WikiDer > Orbitale Überlappung

Orbitaaloverlap

Der Begriff Orbitalüberlappung bezieht sich im Chemie soweit 2 Orbitale (häufig Atomorbitale) überlappen, um a . zu erstellen chemische Bindung Formen. Das Konzept der Orbitalüberlappung wurde eingeführt von NobelpreisträgerLinus Pauling zu den experimentell ermittelten Bindungswinkel in Molekülen erklärt. Es bildet unter anderem die Grundlage für den Bau von Molekülorbitale und dafür Hybridisierungsmodell.

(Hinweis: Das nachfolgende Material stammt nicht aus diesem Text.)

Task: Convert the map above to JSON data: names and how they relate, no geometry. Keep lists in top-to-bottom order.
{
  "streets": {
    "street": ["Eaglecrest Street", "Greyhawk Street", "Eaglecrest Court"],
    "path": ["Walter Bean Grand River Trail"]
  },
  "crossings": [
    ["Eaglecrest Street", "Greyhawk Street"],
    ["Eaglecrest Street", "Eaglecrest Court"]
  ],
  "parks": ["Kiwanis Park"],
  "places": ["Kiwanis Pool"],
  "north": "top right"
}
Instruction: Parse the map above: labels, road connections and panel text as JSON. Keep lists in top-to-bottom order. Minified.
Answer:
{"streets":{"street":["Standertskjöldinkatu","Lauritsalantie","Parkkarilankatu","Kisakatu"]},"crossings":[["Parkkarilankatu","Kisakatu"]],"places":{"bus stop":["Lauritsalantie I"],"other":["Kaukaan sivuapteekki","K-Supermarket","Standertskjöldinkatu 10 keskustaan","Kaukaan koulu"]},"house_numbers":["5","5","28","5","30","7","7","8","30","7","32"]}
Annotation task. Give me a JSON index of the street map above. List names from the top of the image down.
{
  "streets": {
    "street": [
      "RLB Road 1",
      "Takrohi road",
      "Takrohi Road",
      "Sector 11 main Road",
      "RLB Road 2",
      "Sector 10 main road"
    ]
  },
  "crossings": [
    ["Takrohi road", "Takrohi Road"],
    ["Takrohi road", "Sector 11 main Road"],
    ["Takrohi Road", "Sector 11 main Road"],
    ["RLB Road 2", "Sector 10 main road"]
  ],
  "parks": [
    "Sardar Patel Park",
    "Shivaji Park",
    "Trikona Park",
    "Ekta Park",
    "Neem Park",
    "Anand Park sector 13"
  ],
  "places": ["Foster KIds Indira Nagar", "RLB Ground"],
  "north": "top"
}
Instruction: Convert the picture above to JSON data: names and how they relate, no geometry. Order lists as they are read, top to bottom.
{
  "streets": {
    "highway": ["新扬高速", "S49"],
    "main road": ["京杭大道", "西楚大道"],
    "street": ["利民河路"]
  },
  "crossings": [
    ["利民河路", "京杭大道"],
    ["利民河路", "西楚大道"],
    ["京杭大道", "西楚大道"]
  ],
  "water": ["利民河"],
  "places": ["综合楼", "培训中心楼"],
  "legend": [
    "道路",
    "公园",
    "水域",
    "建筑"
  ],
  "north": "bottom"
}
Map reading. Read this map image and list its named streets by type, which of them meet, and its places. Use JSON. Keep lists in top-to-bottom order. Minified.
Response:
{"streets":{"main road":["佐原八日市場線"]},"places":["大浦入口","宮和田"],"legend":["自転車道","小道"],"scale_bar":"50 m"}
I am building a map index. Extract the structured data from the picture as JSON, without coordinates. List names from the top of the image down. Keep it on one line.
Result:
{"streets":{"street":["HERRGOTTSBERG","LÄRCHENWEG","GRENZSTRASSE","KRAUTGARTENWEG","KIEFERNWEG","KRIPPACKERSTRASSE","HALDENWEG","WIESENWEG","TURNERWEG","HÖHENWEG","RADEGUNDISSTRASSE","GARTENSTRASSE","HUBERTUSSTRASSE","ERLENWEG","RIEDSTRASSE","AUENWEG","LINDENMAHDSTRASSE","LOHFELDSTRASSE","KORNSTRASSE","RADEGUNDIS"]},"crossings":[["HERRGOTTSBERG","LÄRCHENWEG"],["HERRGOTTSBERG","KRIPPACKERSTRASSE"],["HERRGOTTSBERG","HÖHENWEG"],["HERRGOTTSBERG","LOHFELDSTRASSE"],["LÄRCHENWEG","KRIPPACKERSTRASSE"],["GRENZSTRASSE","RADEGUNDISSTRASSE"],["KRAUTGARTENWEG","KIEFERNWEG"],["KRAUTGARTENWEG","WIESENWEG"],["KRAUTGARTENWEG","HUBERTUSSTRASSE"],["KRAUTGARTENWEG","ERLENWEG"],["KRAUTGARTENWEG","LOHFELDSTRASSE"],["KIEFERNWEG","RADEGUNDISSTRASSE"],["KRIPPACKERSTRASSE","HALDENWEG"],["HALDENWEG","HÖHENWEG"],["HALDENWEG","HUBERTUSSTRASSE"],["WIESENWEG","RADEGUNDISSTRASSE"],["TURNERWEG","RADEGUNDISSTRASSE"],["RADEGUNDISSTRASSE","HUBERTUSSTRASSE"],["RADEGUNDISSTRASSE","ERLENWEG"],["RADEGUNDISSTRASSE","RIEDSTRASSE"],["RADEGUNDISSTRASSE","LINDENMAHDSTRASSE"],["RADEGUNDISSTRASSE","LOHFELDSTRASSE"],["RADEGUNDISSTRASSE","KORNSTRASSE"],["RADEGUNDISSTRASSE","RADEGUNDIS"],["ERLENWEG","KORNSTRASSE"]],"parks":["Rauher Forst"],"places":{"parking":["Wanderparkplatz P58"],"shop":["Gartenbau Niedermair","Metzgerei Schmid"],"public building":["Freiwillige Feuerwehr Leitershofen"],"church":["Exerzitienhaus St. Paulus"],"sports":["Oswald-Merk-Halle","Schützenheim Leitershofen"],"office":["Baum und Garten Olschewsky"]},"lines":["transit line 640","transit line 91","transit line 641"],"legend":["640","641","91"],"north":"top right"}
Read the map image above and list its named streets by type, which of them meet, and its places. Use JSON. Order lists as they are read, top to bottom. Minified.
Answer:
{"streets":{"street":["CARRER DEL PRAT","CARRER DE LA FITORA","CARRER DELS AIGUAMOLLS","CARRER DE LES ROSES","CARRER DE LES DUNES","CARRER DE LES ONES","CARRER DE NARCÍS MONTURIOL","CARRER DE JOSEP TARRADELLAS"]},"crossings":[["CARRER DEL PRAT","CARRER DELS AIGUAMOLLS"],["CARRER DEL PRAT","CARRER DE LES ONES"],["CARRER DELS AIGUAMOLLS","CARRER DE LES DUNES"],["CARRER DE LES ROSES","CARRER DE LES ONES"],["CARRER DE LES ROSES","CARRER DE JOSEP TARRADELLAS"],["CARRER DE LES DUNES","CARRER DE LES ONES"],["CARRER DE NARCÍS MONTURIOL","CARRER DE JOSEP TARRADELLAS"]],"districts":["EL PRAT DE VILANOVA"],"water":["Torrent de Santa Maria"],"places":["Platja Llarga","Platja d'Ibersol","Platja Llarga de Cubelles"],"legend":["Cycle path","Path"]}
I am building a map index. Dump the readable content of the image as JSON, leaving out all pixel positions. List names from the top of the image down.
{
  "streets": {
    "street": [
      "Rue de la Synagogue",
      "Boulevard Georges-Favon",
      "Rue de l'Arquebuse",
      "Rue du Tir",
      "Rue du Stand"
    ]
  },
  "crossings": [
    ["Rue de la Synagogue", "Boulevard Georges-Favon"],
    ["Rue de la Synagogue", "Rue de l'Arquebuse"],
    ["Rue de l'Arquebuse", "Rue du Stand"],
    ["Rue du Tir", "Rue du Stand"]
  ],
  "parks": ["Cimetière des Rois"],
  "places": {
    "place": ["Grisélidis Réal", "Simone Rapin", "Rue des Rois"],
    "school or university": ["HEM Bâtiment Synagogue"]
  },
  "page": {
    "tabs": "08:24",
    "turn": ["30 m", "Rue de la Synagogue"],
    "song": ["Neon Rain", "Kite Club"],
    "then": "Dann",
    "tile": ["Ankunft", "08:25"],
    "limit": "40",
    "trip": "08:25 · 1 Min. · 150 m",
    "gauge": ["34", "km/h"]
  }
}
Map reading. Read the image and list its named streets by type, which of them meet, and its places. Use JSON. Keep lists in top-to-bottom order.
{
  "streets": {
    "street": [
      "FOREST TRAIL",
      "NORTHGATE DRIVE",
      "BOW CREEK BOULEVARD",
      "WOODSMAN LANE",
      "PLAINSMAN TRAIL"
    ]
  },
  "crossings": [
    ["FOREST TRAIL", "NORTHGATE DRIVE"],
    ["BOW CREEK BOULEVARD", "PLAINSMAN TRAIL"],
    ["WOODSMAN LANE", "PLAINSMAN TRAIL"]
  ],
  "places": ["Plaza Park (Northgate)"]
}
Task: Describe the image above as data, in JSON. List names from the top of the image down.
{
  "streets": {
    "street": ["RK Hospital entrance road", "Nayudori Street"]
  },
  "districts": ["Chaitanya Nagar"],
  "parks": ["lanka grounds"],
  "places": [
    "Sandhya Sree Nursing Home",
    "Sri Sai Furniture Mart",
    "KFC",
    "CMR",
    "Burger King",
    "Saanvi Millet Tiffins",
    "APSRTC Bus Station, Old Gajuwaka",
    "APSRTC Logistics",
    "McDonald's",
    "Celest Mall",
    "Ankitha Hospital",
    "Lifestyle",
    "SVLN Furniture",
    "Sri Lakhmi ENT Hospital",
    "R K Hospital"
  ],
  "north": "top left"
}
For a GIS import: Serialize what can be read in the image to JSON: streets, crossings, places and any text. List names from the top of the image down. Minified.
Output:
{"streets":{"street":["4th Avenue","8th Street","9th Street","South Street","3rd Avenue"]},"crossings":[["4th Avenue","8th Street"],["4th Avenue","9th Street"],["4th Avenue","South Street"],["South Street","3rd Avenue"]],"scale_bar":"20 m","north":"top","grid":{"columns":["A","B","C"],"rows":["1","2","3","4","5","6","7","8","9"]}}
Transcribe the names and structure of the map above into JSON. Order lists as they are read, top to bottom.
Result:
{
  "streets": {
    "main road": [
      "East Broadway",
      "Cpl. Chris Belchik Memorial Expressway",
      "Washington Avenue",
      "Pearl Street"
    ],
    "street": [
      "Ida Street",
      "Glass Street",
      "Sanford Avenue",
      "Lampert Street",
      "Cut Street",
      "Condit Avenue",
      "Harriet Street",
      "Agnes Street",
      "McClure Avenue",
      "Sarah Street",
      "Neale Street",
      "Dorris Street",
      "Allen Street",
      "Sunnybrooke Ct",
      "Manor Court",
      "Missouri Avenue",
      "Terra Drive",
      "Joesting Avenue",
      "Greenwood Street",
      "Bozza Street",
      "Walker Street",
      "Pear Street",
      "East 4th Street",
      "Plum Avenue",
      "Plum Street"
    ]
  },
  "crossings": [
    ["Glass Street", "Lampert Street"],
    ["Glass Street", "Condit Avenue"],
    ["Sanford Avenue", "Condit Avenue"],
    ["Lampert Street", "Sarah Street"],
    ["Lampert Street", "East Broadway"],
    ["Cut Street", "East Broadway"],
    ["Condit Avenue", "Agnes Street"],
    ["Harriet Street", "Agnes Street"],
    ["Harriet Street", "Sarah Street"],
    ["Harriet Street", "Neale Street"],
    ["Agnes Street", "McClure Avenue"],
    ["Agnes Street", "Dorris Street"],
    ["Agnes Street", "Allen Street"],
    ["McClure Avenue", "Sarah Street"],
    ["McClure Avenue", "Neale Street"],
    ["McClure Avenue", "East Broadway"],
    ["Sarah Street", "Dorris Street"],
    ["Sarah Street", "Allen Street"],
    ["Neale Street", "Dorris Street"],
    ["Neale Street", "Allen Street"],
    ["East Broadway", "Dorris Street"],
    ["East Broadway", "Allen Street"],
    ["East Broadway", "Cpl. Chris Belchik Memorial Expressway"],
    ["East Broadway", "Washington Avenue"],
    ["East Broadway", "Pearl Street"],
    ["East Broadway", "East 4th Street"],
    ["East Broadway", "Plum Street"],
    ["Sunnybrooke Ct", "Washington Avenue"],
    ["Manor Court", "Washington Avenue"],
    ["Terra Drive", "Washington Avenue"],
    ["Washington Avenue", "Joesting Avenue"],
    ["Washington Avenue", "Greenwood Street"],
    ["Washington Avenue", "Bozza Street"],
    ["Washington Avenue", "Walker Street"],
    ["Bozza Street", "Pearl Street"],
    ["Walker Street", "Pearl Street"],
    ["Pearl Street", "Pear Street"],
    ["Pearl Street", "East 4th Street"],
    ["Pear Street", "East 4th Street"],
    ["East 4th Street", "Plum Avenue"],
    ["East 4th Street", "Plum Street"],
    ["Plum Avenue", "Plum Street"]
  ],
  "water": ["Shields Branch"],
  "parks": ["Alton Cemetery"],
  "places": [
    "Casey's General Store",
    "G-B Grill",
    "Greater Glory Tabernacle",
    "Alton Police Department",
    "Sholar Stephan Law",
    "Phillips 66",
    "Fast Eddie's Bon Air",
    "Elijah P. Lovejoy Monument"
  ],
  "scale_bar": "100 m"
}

Mathematische Beschreibung

Mathematisch ist die Überlappung zweier Atomorbitale φich und φja beschrieben werden als Integral- vom Typ:

Dies ist das Überlappungsintegral, das die Effizienz der Überlappung definiert. Der Anteil jedes Atomorbitals an der Überlappung kann quantitativ jeweils als Überlappungskoeffizient ausgedrückt werden cich und cja. Die Orbitalüberlappung bestimmt, wie stark eine Bindung ist: je größer der Wert des Überlappungsintegrals, desto größer die Bindungsenergie.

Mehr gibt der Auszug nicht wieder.